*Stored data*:
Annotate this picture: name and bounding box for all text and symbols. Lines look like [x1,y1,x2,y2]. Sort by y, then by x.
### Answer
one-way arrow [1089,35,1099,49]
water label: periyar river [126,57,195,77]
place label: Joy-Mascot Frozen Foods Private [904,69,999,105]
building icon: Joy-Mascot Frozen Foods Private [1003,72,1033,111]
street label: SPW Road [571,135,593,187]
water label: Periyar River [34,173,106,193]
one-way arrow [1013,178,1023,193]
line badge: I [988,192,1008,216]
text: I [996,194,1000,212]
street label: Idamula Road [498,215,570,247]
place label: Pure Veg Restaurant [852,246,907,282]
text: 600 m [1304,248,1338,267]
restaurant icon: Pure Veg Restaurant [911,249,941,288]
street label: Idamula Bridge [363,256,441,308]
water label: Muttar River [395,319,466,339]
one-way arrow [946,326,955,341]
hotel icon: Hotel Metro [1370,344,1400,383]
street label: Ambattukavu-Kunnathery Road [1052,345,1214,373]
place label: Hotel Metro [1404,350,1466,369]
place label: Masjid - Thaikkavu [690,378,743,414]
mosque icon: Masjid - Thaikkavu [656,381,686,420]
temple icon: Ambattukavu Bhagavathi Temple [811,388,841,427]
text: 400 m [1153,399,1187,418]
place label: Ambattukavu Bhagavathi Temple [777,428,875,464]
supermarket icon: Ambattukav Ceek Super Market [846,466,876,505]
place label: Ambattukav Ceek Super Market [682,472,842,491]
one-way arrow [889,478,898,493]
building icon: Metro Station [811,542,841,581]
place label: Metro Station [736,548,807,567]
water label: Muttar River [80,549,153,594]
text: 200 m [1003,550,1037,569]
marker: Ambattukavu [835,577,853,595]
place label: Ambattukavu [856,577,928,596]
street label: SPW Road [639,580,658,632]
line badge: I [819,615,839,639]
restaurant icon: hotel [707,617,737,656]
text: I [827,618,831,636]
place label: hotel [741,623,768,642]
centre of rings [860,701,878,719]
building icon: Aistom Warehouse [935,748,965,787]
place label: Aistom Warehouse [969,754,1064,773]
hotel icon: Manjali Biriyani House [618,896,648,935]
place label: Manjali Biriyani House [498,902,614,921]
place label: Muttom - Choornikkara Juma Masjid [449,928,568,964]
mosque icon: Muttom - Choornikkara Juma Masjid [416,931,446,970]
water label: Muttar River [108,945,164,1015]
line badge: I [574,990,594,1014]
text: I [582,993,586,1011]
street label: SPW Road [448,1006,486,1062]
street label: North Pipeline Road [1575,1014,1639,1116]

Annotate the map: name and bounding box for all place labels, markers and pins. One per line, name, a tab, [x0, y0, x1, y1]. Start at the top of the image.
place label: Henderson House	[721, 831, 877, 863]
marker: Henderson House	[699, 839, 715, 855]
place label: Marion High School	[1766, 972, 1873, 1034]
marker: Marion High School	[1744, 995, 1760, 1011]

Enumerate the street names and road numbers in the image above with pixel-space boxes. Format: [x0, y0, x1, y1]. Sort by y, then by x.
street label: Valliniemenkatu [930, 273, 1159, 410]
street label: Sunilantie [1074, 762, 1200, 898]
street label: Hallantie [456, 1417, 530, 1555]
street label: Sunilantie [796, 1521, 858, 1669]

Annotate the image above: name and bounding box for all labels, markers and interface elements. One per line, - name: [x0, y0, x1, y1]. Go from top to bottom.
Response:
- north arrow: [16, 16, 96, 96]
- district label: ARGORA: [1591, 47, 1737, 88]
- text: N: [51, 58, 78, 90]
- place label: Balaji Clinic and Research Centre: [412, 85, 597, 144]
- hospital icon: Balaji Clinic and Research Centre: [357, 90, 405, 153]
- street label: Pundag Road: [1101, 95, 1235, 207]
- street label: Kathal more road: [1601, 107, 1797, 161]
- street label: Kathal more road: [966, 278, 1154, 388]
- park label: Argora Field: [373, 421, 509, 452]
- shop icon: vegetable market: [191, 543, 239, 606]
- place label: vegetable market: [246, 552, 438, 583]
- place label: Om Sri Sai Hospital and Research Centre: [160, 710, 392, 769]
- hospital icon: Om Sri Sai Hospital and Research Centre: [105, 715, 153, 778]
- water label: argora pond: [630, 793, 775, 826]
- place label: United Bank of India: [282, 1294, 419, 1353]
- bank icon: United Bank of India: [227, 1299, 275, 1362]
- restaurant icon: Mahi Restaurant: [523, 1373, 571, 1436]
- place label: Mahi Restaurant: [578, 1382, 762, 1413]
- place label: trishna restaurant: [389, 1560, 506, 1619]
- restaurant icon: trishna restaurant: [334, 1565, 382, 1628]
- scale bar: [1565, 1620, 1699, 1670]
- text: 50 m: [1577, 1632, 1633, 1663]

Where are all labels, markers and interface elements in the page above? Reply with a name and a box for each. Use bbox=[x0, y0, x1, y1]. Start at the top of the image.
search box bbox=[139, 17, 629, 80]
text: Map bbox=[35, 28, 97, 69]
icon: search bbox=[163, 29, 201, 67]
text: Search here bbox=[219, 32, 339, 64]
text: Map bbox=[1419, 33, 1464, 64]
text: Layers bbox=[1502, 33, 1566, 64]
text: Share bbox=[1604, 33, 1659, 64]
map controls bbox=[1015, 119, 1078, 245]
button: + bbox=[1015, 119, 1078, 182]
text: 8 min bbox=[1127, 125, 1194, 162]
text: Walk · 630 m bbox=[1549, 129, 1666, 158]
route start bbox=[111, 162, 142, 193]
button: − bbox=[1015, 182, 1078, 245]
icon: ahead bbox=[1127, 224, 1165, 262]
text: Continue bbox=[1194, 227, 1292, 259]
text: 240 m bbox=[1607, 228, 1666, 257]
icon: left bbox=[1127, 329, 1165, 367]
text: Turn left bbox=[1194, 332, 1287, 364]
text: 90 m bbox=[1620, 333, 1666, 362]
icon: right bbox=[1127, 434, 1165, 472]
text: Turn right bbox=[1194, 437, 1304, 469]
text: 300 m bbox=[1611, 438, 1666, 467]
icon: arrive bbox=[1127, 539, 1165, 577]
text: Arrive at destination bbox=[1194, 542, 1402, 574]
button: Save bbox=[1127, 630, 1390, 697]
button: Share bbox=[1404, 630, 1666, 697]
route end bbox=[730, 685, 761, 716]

*Exercise objective*: Transcribe every record exactly.

*Task response*:
Annotate this picture: name and bounding box for all text and symbols. Lines look like [x1,y1,x2,y2]. Sort by y, then by x.
### Answer
one-way arrow [1089,35,1099,49]
water label: periyar river [126,57,195,77]
place label: Joy-Mascot Frozen Foods Private [904,69,999,105]
building icon: Joy-Mascot Frozen Foods Private [1003,72,1033,111]
street label: SPW Road [571,135,593,187]
water label: Periyar River [34,173,106,193]
one-way arrow [1013,178,1023,193]
line badge: I [988,192,1008,216]
text: I [996,194,1000,212]
street label: Idamula Road [498,215,570,247]
place label: Pure Veg Restaurant [852,246,907,282]
text: 600 m [1304,248,1338,267]
restaurant icon: Pure Veg Restaurant [911,249,941,288]
street label: Idamula Bridge [363,256,441,308]
water label: Muttar River [395,319,466,339]
one-way arrow [946,326,955,341]
hotel icon: Hotel Metro [1370,344,1400,383]
street label: Ambattukavu-Kunnathery Road [1052,345,1214,373]
place label: Hotel Metro [1404,350,1466,369]
place label: Masjid - Thaikkavu [690,378,743,414]
mosque icon: Masjid - Thaikkavu [656,381,686,420]
temple icon: Ambattukavu Bhagavathi Temple [811,388,841,427]
text: 400 m [1153,399,1187,418]
place label: Ambattukavu Bhagavathi Temple [777,428,875,464]
supermarket icon: Ambattukav Ceek Super Market [846,466,876,505]
place label: Ambattukav Ceek Super Market [682,472,842,491]
one-way arrow [889,478,898,493]
building icon: Metro Station [811,542,841,581]
place label: Metro Station [736,548,807,567]
water label: Muttar River [80,549,153,594]
text: 200 m [1003,550,1037,569]
marker: Ambattukavu [835,577,853,595]
place label: Ambattukavu [856,577,928,596]
street label: SPW Road [639,580,658,632]
line badge: I [819,615,839,639]
restaurant icon: hotel [707,617,737,656]
text: I [827,618,831,636]
place label: hotel [741,623,768,642]
centre of rings [860,701,878,719]
building icon: Aistom Warehouse [935,748,965,787]
place label: Aistom Warehouse [969,754,1064,773]
hotel icon: Manjali Biriyani House [618,896,648,935]
place label: Manjali Biriyani House [498,902,614,921]
place label: Muttom - Choornikkara Juma Masjid [449,928,568,964]
mosque icon: Muttom - Choornikkara Juma Masjid [416,931,446,970]
water label: Muttar River [108,945,164,1015]
line badge: I [574,990,594,1014]
text: I [582,993,586,1011]
street label: SPW Road [448,1006,486,1062]
street label: North Pipeline Road [1575,1014,1639,1116]

Annotate the map: name and bounding box for all place labels, markers and pins. One per line, name, a tab, [x0, y0, x1, y1]. Start at the top of the image.
place label: Henderson House	[721, 831, 877, 863]
marker: Henderson House	[699, 839, 715, 855]
place label: Marion High School	[1766, 972, 1873, 1034]
marker: Marion High School	[1744, 995, 1760, 1011]

Enumerate the street names and road numbers in the image above with pixel-space boxes. Format: [x0, y0, x1, y1]. Sort by y, then by x.
street label: Valliniemenkatu [930, 273, 1159, 410]
street label: Sunilantie [1074, 762, 1200, 898]
street label: Hallantie [456, 1417, 530, 1555]
street label: Sunilantie [796, 1521, 858, 1669]

Annotate the image above: name and bounding box for all labels, markers and interface elements. One per line, - name: [x0, y0, x1, y1]. Go from top to bottom.
Response:
- north arrow: [16, 16, 96, 96]
- district label: ARGORA: [1591, 47, 1737, 88]
- text: N: [51, 58, 78, 90]
- place label: Balaji Clinic and Research Centre: [412, 85, 597, 144]
- hospital icon: Balaji Clinic and Research Centre: [357, 90, 405, 153]
- street label: Pundag Road: [1101, 95, 1235, 207]
- street label: Kathal more road: [1601, 107, 1797, 161]
- street label: Kathal more road: [966, 278, 1154, 388]
- park label: Argora Field: [373, 421, 509, 452]
- shop icon: vegetable market: [191, 543, 239, 606]
- place label: vegetable market: [246, 552, 438, 583]
- place label: Om Sri Sai Hospital and Research Centre: [160, 710, 392, 769]
- hospital icon: Om Sri Sai Hospital and Research Centre: [105, 715, 153, 778]
- water label: argora pond: [630, 793, 775, 826]
- place label: United Bank of India: [282, 1294, 419, 1353]
- bank icon: United Bank of India: [227, 1299, 275, 1362]
- restaurant icon: Mahi Restaurant: [523, 1373, 571, 1436]
- place label: Mahi Restaurant: [578, 1382, 762, 1413]
- place label: trishna restaurant: [389, 1560, 506, 1619]
- restaurant icon: trishna restaurant: [334, 1565, 382, 1628]
- scale bar: [1565, 1620, 1699, 1670]
- text: 50 m: [1577, 1632, 1633, 1663]

Where are all labels, markers and interface elements in the page above? Reply with a name and a box for each. Use bbox=[x0, y0, x1, y1]. Start at the top of the image.
search box bbox=[139, 17, 629, 80]
text: Map bbox=[35, 28, 97, 69]
icon: search bbox=[163, 29, 201, 67]
text: Search here bbox=[219, 32, 339, 64]
text: Map bbox=[1419, 33, 1464, 64]
text: Layers bbox=[1502, 33, 1566, 64]
text: Share bbox=[1604, 33, 1659, 64]
map controls bbox=[1015, 119, 1078, 245]
button: + bbox=[1015, 119, 1078, 182]
text: 8 min bbox=[1127, 125, 1194, 162]
text: Walk · 630 m bbox=[1549, 129, 1666, 158]
route start bbox=[111, 162, 142, 193]
button: − bbox=[1015, 182, 1078, 245]
icon: ahead bbox=[1127, 224, 1165, 262]
text: Continue bbox=[1194, 227, 1292, 259]
text: 240 m bbox=[1607, 228, 1666, 257]
icon: left bbox=[1127, 329, 1165, 367]
text: Turn left bbox=[1194, 332, 1287, 364]
text: 90 m bbox=[1620, 333, 1666, 362]
icon: right bbox=[1127, 434, 1165, 472]
text: Turn right bbox=[1194, 437, 1304, 469]
text: 300 m bbox=[1611, 438, 1666, 467]
icon: arrive bbox=[1127, 539, 1165, 577]
text: Arrive at destination bbox=[1194, 542, 1402, 574]
button: Save bbox=[1127, 630, 1390, 697]
button: Share bbox=[1404, 630, 1666, 697]
route end bbox=[730, 685, 761, 716]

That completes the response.